第3話 煙の先
「おとーさん、どうしたの?」
馬車の後ろからヘレナが声をかける。
「町の方から煙が上がってる。嫌な予感がする……」
「何かあったのかな?」
「解らんが、とにかく急がなくちゃな」
そう言ってオスカーはシュバルツにもっとはやくと合図を送ったのだった。
○
ケンブルクの町に着いたオスカー達が見たものは、町を囲う市壁に空いた大穴だった。そして周囲には町から離れようと走る市民の姿があった。先ほど見えた煙はこの大穴が原因だろう。
「おーい! 何かあったのか!」
たまたま目の前を逃げていく市民にオスカーは声をかける。
「得体の知れない奴らが突然壁に大穴を空けて、町で大暴れしてる! あんたも早く逃げろ!」
「教えてくれてありがとう!」
話を終えると先ほどの市民は一目散に走り去って行った。
「おとーさん? どうするの?」
ヘレナが言う。
「行くしか無いな……危ないから、馬車から出ちゃ駄目だぞ?」
「はーい!」
そう言ってオスカーは空いた大穴の方に馬車を向かわせた。しかし、瓦礫に阻まれ、どうやら馬車ごと壁のなかに入るのは難しそうなことがわかった。
オスカーは壁の周囲に誰もいないことを確認してから、
「お父さんちょっとだけ町を見てくるから、ここで待っててくれ」
と言うと、ヘレナに懐から出した翠の小さな水晶の首飾りを渡す。
「何かあったら、その中のシルフィードが何とかしてくれる。さっきも言ったけど、絶対に外に出ちゃ駄目だぞ?」
「わかった。おとーさんも気を付けてね?」
「おう! それじゃ、行ってくる!」
ヘレナにそう告げると、オスカーは瓦礫を越えて壁のなかに入っていった。
町のなかに入ると、そこには大混乱を起こし逃げ惑う市民の声が聞こえた。喧騒は町の中心から聞こえてくる。
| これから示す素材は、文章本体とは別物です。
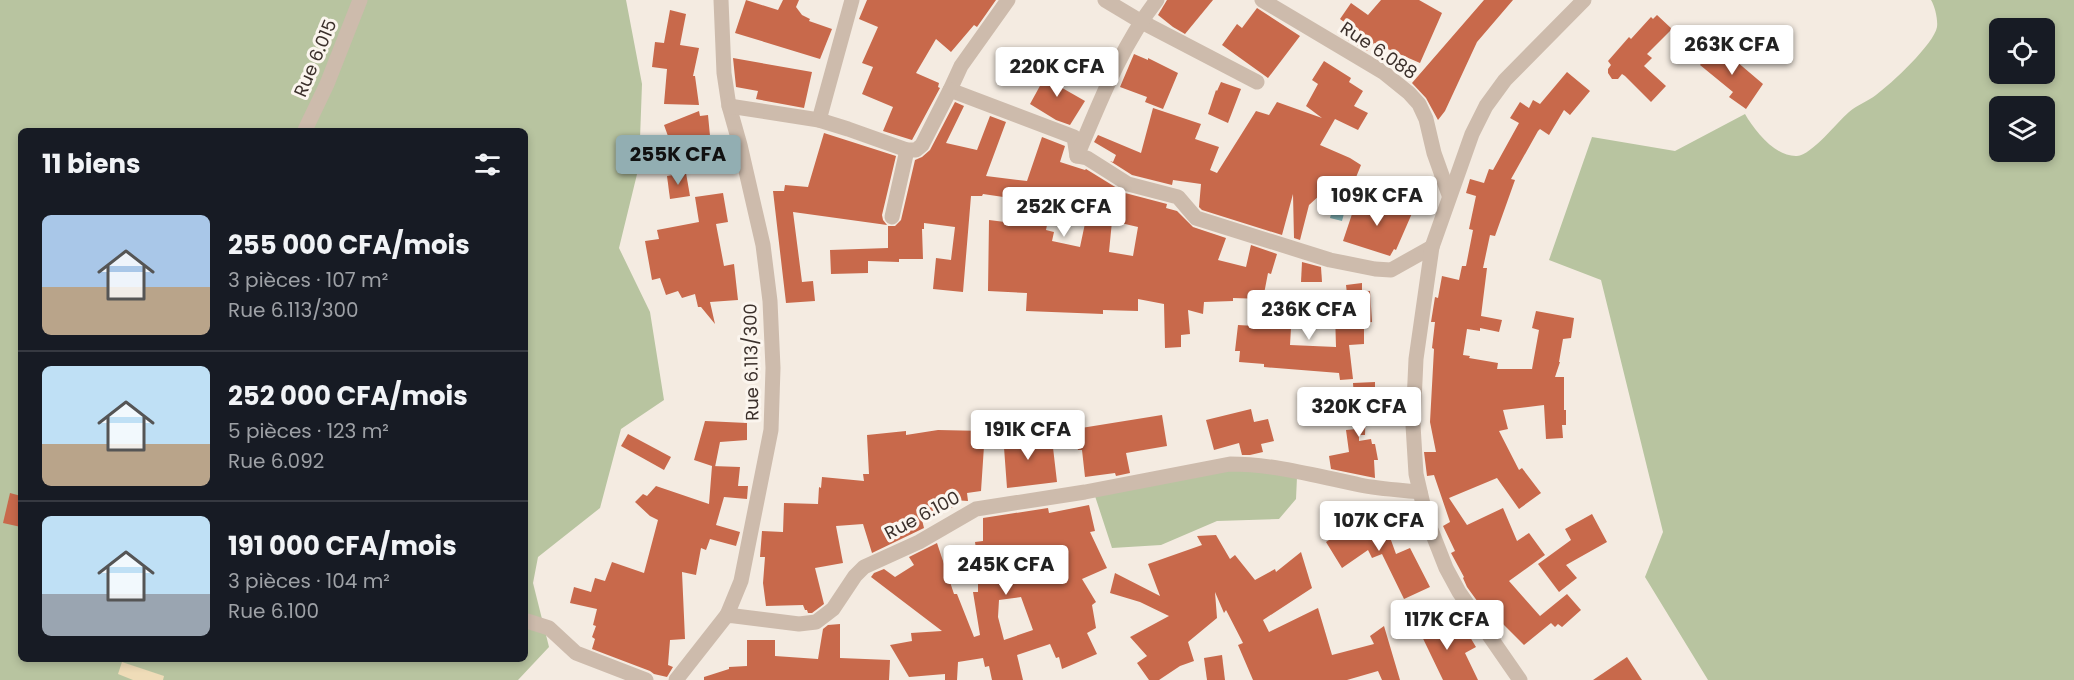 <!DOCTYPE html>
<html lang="fr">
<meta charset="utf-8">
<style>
body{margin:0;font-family:Poppins,sans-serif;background:#20242c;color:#f1f3f6;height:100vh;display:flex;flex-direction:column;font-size:22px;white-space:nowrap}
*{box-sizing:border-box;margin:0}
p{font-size:20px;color:#9ea1a6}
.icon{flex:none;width:33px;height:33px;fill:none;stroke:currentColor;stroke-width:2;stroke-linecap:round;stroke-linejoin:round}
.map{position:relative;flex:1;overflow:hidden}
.sheet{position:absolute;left:18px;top:128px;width:510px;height:534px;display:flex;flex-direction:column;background:#171b24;border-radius:9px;box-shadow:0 3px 9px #0003}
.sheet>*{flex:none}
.buttons{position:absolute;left:1989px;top:18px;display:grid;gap:12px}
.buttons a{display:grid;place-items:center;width:66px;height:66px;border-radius:9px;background:#171b24;box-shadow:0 3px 9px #0003;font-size:30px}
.price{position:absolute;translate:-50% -51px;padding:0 14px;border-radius:6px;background:#fff;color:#222;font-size:20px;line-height:39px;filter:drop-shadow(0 2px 3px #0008)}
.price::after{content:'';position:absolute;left:50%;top:36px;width:18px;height:14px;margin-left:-9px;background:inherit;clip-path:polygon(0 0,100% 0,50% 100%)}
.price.current{background:#92aeb2;color:#111}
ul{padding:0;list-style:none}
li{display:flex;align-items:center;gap:18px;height:150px;padding:0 24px}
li+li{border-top:2px solid #363941}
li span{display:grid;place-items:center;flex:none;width:168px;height:120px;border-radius:9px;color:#555}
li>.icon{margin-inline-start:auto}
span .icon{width:72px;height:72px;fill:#fffc;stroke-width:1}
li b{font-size:26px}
h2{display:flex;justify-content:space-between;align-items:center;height:72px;padding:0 24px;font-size:26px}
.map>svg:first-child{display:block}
.green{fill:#b8c4a0;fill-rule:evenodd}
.sand{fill:#efdcb8}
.water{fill:#7fb0b2}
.building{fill:#c8694b;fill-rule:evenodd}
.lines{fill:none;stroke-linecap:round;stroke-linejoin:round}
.minor{stroke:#cdbbac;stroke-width:15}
.tertiary{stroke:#cdbbac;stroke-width:15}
.labels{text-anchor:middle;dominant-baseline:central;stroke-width:6;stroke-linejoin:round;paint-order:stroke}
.street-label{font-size:18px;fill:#3b302b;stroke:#fbf5ee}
</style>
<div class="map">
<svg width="2074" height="680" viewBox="0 0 2074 680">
<rect width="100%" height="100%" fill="#f4ebe1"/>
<g class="green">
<path d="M0 0H626L642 84 639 166 619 248 650 312 664 400 621 429 600 508 538 557 533 583 549 647 518 680H0ZM21 130H525V658H21Z"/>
<path d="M1931 0H2074V680H1708L1645 577 1663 532 1601 280 1549 260 1592 137 1675 151 1745 114C1755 131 1775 157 1797 156 1812 155 1837 122 1849 112 1857 105 1868 101 1876 95 1891 84 1934 44 1937 27 1938 20 1935 6 1931 0ZM2044 28V74H2000V28ZM2044 106V152H2000V106Z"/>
<path d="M1234 468 1297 477 1296 499 1279 519 1217 521 1161 545 1112 548 1094 493Z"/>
</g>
<path class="sand" d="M122 662 164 676 163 680H133L118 674Z"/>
<path class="water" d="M1336 196 1348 198 1342 221 1330 218Z"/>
<g class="building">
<path d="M746 0 778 10 783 0H799L796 7 802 15 810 19 809 21 832 29 820 59 735 33Z"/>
<path d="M867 0H996L977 27 974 25 951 52 936 39 916 73 939 83 938 87 940 88 912 140 883 131 893 107 862 94 873 67 862 63 878 27 859 19Z"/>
<path d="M1167 0H1213L1185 34 1173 27 1158 15Z"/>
<path d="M1381 0H1419L1442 13 1420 63 1374 43 1367 51 1348 40 1355 30 1340 19 1351 3 1368 15Z"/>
<path d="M1484 0H1513L1477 42 1445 111 1438 120 1426 98 1412 83Z"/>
<path d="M1257 8 1300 36 1268 78 1222 45 1237 24 1242 28Z"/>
<path d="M670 10 686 14 680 45 699 48 693 76H695L699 105 664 104 667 69 652 67 655 42 664 43Z"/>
<path d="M1657 15 1672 29 1647 54 1652 58 1644 66 1666 86 1651 102 1625 76 1622 74 1618 79H1612L1608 73V69L1611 65 1608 61 1629 37 1631 39 1651 17 1653 19Z"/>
<path d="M1716 44 1763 84 1746 109 1729 97 1733 92 1700 65Z"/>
<path d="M1134 54 1148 60V58L1178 73 1163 109 1145 102 1147 97 1120 87Z"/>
<path d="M733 58 812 72 804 108 756 99 758 91 736 87Z"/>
<path d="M1324 61 1351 78 1349 82 1363 91 1354 106 1368 113 1358 130 1335 119 1320 145 1350 158 1361 165 1348 197 1320 195 1309 205 1300 240 1294 238 1293 194 1282 235 1202 210 1199 207 1201 184 1173 180 1172 185 1132 175 1110 161 1113 162 1116 155 1094 142 1098 135 1141 153 1153 108 1201 124 1195 139 1219 147 1210 170 1217 173 1256 111 1269 115 1277 102 1322 118 1306 106 1318 84 1312 80Z"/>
<path d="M1052 64 1065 71 1057 85 1085 101 1070 125 1056 120 1030 104Z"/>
<path d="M1567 72 1590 91 1570 115 1564 110 1549 135 1540 129 1538 131 1511 179 1515 180 1495 236 1490 235 1483 268H1487L1481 316 1502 320 1499 332 1480 328V331L1467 329 1463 355 1470 356 1469 358 1498 363 1497 369H1532L1539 330 1532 328 1536 311 1574 318 1571 338 1563 339 1559 362H1560L1555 377H1564V410H1566V425H1562L1563 438 1546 439 1544 405 1503 410 1508 429 1499 431 1519 470 1522 468 1541 493 1519 509 1497 478 1449 498 1467 525 1503 508 1517 541 1529 533 1545 555 1509 581 1540 616 1567 594 1581 610 1562 627 1558 624 1555 627 1551 623 1524 645 1486 607 1483 609 1467 587 1463 578 1464 577 1451 553 1455 551 1443 526 1450 522 1434 475 1427 476 1424 452H1436L1430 422 1434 349 1432 348 1435 322H1431L1435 297 1438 298 1442 276 1459 280 1462 266H1466L1473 230 1469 229 1476 196 1466 193 1470 179 1484 183 1489 169 1493 170 1519 123 1510 118 1520 102 1529 108 1533 100 1540 104Z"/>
<path d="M1221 82 1241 89 1228 123 1208 114 1216 90 1217 91Z"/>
<path d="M955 102 964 106 946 143 977 150 990 116 1006 122 986 176 1027 181 1042 137 1065 146 1060 162 1085 170 1086 169 1125 193 1167 204 1166 208 1177 211 1193 227 1226 238 1218 260 1246 267 1251 245 1277 254 1271 274 1268 273 1263 299 1233 298V301L1204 302 1203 314 1188 310 1190 334 1181 335V347L1165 348 1164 304 1138 299V311L1103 310V314L1026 311 1027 293 988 291 989 220 1013 223 1017 199 983 194 982 196H971L963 292 933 289 936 258 951 260 955 227 924 223V229H922L923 259H899V262L868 261V273L831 274 830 250 888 248V226H895L901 220 915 160 922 157 930 150ZM1051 206 1087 214 1080 247 1052 241 1054 232 1046 230ZM1112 221 1138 227 1133 256 1109 252Z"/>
<path d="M699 111 700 116 708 115 711 146H716L717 159H712L713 167 686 170 683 145 673 150 664 125Z"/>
<path d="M824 133 896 156 882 215 883 220 887 225 793 212 802 282 813 281 815 301 786 303 773 191H784L785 185 808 187Z"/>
<path d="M686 173 690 196 670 199 667 176Z"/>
<path d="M723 193 728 222 716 224 724 266 734 264 738 300 710 302 715 324 701 307H698L695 294 682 298 678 291 666 295 660 278 652 280 645 241 659 239 657 230 699 222 695 197Z"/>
<path d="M1357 199 1396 212 1397 208 1413 211 1396 250 1394 249 1390 256 1343 241Z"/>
<path d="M1302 262 1321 267 1322 282H1301Z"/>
<path d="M1362 283V291H1370L1372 322 1364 323V344L1349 345 1353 379 1340 380 1339 373 1264 367V364L1239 362 1240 351H1235L1238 325 1291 328 1290 345 1336 347 1335 313 1349 312 1346 285Z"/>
<path d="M1375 382V403L1366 405 1365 435H1359V441L1371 439 1372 444H1375L1378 460H1374L1375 478 1331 469 1329 456 1349 452 1346 430 1356 429 1353 383Z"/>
<path d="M1251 409 1254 422 1268 419 1274 441 1261 444 1263 452 1250 455H1242L1239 443 1214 450 1206 420Z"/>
<path d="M1162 415 1167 446 1126 453 1130 473 1116 476 1115 473 1085 477 1082 450H1078L1073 436 1076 435 1075 429Z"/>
<path d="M705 421 747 423V440L720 442 715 467 694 460Z"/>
<path d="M938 430 985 431 981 491 967 493 968 501 952 500 954 507 921 516 924 528 872 553 863 524 836 526 843 563 815 568 824 604 812 613H808L807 610H805L803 605 766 606 763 583 765 557H760L762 531 783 532 784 503 818 504 819 487 821 488 822 477 864 481 863 474H869L867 435 906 431V435Z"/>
<path d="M1022 433H1027L1028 442 1052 439 1057 482 1007 488 1003 434Z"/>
<path d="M628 434 671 457 664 470 621 446Z"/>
<path d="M712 466 740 467 738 486H748L747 499 724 497 716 525 740 532 736 546 710 539 706 550 701 548 696 575 682 572 685 639 670 640 668 665 673 667 667 677 654 674 650 671 592 649 595 639 592 637 596 626 593 625 597 609 570 603 574 587 591 592 595 578 605 581 612 562 644 573 658 520 650 516 635 502 643 494 647 496 656 486 709 504Z"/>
<path d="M10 493 21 496V527L3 523Z"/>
<path d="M1089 505 1095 531 1090 532 1107 568 1082 579 1096 602 1092 605 1096 628 1087 633 1097 654 1062 669 1059 657 1056 658 1050 644 1017 655 1023 680H992L989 666 985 667 983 658 958 662 957 680H945V674L909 677 890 645 912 641 911 633 942 631 871 577 874 573 884 569 895 577 914 565 909 557 937 543 954 594H957L974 637 980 635 973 592H978V563L975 542 983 541V518L1048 508 1049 513ZM1021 597 1033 630 1004 640 998 617 999 600Z"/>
<path d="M1366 506 1379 507 1396 554 1410 548 1430 587 1404 599 1382 554 1372 558 1368 550 1342 568 1326 542 1352 525 1370 518Z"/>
<path d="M1592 514 1607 542 1566 565 1577 578 1559 592 1538 564 1571 540 1565 529Z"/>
<path d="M1216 535 1230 559 1235 555 1255 580 1275 569 1276 572 1301 552 1312 588 1263 620 1269 632 1318 608 1332 655 1374 644 1370 636 1384 626 1400 680H1382L1378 671 1347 680H1253L1238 645 1243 643 1226 610 1224 613 1215 592 1217 618 1188 642 1194 661 1180 666 1159 680H1149L1137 663 1147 656 1130 637 1169 616 1140 602 1110 593 1115 573 1160 596 1148 564 1202 545 1197 536Z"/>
<path d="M1433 613 1449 642 1467 632 1476 647 1465 653 1478 680H1443L1415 622Z"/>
<path d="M840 624V658L890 660 889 680H704V677L729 669V667L747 666V640H775V656L818 659 823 629 828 625Z"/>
<path d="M1222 655 1225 680H1207L1204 658Z"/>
<path d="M1627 657 1642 680H1593Z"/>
</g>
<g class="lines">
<g class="minor">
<path d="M721 0 724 73 729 106 740 145 763 245 770 301 773 368 771 430 741 581 727 615"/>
<path d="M1008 0 961 66 950 90 1074 137 1077 156 1087 158 1128 184 1178 197 1196 218 1330 260 1375 269 1391 270 1432 247"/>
<path d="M1105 0 1140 21 1257 82"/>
<path d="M1262 0 1383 72 1409 93 1419 104 1426 119 1434 153 1449 195"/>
<path d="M729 106 819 120 848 129 907 150H916L922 145 950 90"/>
<path d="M819 120 852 0"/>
<path d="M305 130 327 84 360 0"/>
<path d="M1077 156C1100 102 1121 46 1157 0"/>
<path d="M892 217 907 150"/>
<path d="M527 621 549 628 576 653 646 680"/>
<path d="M676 680 727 615 799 624 816 622 833 609 855 576 864 567 919 542 976 509 1085 492 1230 464C1274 464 1317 476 1360 485 1379 489 1400 490 1420 492"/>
</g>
<path class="tertiary" d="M1520 680 1459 592 1446 568 1426 517 1416 474 1413 425 1416 359 1432 247 1472 134 1486 106 1505 80 1584 0"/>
</g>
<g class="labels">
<g class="street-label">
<text transform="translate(1379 50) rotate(34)">Rue 6.088</text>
<text transform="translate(315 58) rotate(-67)">Rue 6.015</text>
<text transform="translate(751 362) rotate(-91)">Rue 6.113/300</text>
<text transform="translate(922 515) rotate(-28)">Rue 6.100</text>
</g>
</g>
</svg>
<div class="buttons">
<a><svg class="icon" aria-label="locate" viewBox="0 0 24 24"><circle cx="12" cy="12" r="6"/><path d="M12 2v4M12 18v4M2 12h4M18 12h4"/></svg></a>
<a><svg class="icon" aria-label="layers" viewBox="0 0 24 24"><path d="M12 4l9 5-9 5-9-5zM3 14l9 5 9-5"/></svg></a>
</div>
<b class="price" style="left:1732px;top:76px">263K CFA</b>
<b class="price" style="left:1057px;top:98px">220K CFA</b>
<b class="price current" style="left:678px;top:186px">255K CFA</b>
<b class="price" style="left:1377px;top:227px">109K CFA</b>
<b class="price" style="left:1064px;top:238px">252K CFA</b>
<b class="price" style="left:1309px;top:341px">236K CFA</b>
<b class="price" style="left:1359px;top:438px">320K CFA</b>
<b class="price" style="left:1028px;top:461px">191K CFA</b>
<b class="price" style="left:1379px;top:552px">107K CFA</b>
<b class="price" style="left:1006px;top:596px">245K CFA</b>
<b class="price" style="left:1447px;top:651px">117K CFA</b>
<section class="sheet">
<h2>11 biens<svg class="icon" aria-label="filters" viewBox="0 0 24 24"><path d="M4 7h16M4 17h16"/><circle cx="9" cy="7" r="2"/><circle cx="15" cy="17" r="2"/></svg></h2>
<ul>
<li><span style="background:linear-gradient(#a9c7e8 60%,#b9a48a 0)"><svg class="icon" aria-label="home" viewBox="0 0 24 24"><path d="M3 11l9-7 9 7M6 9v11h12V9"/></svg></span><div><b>255 000 CFA/mois</b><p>3 pièces · 107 m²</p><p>Rue 6.113/300</p></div></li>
<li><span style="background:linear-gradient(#bfe0f5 65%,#b9a48a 0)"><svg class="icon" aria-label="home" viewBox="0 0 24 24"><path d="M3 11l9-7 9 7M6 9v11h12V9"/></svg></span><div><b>252 000 CFA/mois</b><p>5 pièces · 123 m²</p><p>Rue 6.092</p></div></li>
<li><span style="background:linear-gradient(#bfe0f5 65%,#9aa5b1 0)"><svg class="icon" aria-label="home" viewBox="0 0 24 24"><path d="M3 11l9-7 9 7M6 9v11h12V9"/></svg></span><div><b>191 000 CFA/mois</b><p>3 pièces · 104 m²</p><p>Rue 6.100</p></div></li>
</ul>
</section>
</div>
オスカーは周囲を見渡す。どうやらこの地区の市民はもう避難してしまった様だ。
オスカーはまずはこの町で何が起きているのかを把握するため、家屋の屋根によじ登った。冒険者を生業としているので、このくらいは造作もない。三階建ての建物であったが、難なく屋根までたどり着けた。
そして彼はは町の中心部へと目を向ける。他の建物が視界を遮りあまり良く見えないが、どうやら教会の前の広場で修道士や憲兵が、何者かと戦闘しているらしい。目を凝らせば魔法らしき光も見える。憲兵と戦闘を行っている集団は、黒い外套を身にまとっている。
「これは急がないとな……」
オスカーは屋根を伝い、急いでその広場へと駆け抜けた。